EXERCISE INSTRUCTIONS ->
Read through the listing below and copy each line in which the word "strokeStyle" occurs.

TASK INPUTS ->
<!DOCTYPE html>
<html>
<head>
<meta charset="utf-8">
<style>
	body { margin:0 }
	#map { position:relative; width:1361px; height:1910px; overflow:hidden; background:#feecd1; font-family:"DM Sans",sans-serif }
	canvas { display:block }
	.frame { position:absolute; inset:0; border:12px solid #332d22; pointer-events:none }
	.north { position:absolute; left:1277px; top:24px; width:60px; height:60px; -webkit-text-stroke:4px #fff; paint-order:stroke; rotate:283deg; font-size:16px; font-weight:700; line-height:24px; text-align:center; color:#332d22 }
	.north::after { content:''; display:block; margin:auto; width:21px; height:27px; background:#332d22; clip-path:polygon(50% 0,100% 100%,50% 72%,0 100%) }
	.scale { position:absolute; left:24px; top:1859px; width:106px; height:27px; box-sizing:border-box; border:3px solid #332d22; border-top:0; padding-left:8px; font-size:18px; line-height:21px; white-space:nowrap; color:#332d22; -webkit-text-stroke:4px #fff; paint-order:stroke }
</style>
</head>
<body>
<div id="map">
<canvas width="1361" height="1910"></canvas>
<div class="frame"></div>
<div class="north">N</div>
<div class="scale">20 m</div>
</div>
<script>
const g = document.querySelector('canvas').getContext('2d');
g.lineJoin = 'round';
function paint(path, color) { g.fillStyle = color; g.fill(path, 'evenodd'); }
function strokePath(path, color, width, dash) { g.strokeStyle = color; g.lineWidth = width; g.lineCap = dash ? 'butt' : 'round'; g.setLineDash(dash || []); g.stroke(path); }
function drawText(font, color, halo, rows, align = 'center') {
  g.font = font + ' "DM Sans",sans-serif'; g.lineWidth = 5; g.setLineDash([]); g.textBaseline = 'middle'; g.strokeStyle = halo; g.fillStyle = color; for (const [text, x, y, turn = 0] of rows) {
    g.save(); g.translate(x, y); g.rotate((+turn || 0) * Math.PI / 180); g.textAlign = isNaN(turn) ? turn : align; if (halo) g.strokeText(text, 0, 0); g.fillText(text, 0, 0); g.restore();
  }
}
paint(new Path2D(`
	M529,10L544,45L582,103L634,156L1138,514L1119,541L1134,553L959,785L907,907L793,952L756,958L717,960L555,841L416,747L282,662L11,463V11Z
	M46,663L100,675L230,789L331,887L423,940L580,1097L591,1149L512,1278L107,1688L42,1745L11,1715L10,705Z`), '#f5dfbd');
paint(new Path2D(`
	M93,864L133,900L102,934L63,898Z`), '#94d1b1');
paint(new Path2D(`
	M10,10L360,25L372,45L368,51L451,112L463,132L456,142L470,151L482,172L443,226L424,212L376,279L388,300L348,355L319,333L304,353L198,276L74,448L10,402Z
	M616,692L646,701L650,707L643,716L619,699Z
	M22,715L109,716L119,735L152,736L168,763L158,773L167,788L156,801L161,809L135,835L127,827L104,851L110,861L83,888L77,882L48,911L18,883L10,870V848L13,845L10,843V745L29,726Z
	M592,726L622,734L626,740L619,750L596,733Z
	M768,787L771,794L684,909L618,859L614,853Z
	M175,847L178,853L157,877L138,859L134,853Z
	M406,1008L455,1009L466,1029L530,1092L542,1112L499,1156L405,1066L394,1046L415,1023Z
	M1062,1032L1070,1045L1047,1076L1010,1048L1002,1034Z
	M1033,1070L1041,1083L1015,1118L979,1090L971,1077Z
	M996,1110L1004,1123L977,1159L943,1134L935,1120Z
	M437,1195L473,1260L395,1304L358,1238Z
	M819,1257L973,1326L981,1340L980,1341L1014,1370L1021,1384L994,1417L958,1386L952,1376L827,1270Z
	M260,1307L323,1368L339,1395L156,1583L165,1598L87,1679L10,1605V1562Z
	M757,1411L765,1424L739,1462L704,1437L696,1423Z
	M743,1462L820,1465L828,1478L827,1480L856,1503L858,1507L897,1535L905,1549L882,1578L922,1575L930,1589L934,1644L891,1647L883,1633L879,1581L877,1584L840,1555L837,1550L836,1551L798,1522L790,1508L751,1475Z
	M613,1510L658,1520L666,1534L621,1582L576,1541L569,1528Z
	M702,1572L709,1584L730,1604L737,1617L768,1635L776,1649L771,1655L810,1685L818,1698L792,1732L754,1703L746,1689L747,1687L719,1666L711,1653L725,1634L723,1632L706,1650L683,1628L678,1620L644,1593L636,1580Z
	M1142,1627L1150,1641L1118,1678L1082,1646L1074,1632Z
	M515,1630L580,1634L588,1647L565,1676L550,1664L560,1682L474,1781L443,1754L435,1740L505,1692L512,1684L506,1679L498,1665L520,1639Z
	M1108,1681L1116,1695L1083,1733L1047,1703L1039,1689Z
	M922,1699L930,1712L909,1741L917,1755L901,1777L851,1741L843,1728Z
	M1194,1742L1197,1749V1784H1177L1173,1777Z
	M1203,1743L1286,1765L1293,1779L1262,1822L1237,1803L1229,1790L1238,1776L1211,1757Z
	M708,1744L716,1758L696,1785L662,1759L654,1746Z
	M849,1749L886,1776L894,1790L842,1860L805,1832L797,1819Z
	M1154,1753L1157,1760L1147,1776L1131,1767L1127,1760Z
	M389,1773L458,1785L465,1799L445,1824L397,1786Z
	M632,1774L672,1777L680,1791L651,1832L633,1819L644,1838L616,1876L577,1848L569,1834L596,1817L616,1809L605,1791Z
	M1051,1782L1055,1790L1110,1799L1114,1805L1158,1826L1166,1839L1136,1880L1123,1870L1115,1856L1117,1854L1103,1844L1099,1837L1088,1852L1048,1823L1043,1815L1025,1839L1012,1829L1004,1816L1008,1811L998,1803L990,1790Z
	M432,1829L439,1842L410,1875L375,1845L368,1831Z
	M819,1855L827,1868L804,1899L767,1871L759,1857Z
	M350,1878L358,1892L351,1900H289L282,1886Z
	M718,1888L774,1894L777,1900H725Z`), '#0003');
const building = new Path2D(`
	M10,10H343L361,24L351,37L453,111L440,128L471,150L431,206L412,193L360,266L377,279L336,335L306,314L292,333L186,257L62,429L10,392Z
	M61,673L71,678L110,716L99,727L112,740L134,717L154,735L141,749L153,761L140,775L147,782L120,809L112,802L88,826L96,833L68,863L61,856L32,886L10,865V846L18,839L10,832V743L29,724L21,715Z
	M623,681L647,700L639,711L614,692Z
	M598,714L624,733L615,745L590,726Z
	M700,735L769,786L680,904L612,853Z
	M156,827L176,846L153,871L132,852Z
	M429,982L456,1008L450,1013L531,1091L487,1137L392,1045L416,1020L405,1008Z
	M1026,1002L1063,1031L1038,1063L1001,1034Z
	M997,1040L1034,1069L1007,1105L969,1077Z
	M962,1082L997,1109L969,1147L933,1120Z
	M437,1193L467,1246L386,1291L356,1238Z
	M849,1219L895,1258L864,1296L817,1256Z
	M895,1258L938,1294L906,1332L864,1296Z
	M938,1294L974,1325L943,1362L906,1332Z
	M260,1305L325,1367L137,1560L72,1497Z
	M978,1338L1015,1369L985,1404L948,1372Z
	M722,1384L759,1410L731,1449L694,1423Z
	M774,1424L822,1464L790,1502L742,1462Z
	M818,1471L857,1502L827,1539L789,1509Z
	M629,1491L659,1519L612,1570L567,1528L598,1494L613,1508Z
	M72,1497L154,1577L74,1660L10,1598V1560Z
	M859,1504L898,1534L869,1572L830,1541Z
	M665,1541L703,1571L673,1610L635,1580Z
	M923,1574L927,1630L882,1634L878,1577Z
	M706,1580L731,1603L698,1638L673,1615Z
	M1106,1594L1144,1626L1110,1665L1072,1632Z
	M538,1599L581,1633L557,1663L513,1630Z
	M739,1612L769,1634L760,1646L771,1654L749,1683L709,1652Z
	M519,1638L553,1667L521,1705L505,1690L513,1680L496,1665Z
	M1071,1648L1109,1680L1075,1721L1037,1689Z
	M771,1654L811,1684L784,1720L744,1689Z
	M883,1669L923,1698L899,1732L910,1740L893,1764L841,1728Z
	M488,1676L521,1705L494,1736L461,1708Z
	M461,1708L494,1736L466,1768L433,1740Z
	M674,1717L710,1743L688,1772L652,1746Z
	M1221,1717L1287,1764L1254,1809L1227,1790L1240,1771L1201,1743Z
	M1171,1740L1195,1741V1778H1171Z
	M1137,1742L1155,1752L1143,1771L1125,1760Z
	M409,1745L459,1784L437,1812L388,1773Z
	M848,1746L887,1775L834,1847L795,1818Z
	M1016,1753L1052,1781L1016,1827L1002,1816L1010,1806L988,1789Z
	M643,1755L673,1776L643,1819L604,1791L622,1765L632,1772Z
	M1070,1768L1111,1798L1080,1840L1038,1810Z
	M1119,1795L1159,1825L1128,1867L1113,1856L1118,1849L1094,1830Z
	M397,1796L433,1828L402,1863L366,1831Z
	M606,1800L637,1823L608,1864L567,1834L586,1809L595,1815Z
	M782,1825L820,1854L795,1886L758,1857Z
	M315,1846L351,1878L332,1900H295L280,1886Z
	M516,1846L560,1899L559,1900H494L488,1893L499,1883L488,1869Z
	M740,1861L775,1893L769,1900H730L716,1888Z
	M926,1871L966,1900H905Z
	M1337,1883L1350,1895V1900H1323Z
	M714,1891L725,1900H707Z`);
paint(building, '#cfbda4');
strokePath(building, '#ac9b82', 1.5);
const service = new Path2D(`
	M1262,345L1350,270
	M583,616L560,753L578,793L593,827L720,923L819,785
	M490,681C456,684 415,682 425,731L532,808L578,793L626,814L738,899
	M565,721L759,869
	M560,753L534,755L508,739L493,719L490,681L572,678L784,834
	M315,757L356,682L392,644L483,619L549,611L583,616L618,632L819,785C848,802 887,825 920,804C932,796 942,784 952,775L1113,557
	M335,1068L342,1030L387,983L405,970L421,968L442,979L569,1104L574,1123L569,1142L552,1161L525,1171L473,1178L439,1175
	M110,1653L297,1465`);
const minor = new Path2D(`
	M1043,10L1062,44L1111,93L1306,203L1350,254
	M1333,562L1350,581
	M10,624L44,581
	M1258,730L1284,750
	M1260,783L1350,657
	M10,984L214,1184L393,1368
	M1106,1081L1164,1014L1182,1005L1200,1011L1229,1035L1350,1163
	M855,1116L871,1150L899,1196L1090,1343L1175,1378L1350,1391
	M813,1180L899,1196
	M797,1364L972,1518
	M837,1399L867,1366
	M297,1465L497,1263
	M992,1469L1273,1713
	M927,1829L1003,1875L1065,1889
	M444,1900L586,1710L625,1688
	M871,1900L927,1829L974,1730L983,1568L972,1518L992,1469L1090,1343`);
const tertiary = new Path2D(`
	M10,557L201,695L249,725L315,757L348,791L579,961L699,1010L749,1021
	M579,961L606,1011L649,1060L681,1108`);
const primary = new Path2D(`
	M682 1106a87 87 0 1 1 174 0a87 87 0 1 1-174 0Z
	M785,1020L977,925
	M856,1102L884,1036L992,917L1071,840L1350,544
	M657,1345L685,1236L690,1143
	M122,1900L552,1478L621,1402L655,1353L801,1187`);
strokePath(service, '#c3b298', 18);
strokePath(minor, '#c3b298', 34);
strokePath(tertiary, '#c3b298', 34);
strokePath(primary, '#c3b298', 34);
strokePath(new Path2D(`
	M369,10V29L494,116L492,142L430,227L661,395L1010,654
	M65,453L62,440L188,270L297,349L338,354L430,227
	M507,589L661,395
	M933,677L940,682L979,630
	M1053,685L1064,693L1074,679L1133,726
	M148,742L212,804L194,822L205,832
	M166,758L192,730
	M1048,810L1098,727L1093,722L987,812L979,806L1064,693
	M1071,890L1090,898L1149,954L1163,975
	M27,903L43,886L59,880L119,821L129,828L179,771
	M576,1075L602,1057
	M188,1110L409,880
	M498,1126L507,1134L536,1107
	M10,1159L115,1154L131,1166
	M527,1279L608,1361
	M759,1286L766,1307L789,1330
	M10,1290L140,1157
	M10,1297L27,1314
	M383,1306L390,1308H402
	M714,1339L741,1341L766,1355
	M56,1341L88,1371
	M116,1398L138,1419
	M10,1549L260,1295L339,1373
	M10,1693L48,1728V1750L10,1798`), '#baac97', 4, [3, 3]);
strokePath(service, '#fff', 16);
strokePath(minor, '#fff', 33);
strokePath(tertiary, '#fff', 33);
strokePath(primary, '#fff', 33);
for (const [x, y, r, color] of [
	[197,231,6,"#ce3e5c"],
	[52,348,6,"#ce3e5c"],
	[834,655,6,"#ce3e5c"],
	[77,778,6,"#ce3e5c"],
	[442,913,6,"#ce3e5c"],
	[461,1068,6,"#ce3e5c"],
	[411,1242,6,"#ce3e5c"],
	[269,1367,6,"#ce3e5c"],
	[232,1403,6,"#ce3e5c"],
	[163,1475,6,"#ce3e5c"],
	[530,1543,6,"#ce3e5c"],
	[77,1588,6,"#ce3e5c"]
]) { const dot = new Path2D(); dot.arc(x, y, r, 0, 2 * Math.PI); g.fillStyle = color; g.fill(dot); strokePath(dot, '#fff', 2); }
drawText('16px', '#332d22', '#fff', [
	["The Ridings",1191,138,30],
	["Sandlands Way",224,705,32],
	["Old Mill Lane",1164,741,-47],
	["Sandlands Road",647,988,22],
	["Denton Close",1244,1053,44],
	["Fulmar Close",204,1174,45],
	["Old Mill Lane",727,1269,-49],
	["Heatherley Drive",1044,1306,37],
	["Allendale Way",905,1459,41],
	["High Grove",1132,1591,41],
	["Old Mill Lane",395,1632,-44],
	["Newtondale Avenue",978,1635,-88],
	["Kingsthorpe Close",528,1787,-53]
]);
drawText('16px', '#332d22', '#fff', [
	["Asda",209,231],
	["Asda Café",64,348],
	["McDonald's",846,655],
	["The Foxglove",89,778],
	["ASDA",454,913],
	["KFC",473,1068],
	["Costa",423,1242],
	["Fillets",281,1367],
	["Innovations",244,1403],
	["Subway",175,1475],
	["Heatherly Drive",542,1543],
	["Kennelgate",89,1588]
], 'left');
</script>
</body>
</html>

EXPECTED OUTPUT ->
function strokePath(path, color, width, dash) { g.strokeStyle = color; g.lineWidth = width; g.lineCap = dash ? 'butt' : 'round'; g.setLineDash(dash || []); g.stroke(path); }
  g.font = font + ' "DM Sans",sans-serif'; g.lineWidth = 5; g.setLineDash([]); g.textBaseline = 'middle'; g.strokeStyle = halo; g.fillStyle = color; for (const [text, x, y, turn = 0] of rows) {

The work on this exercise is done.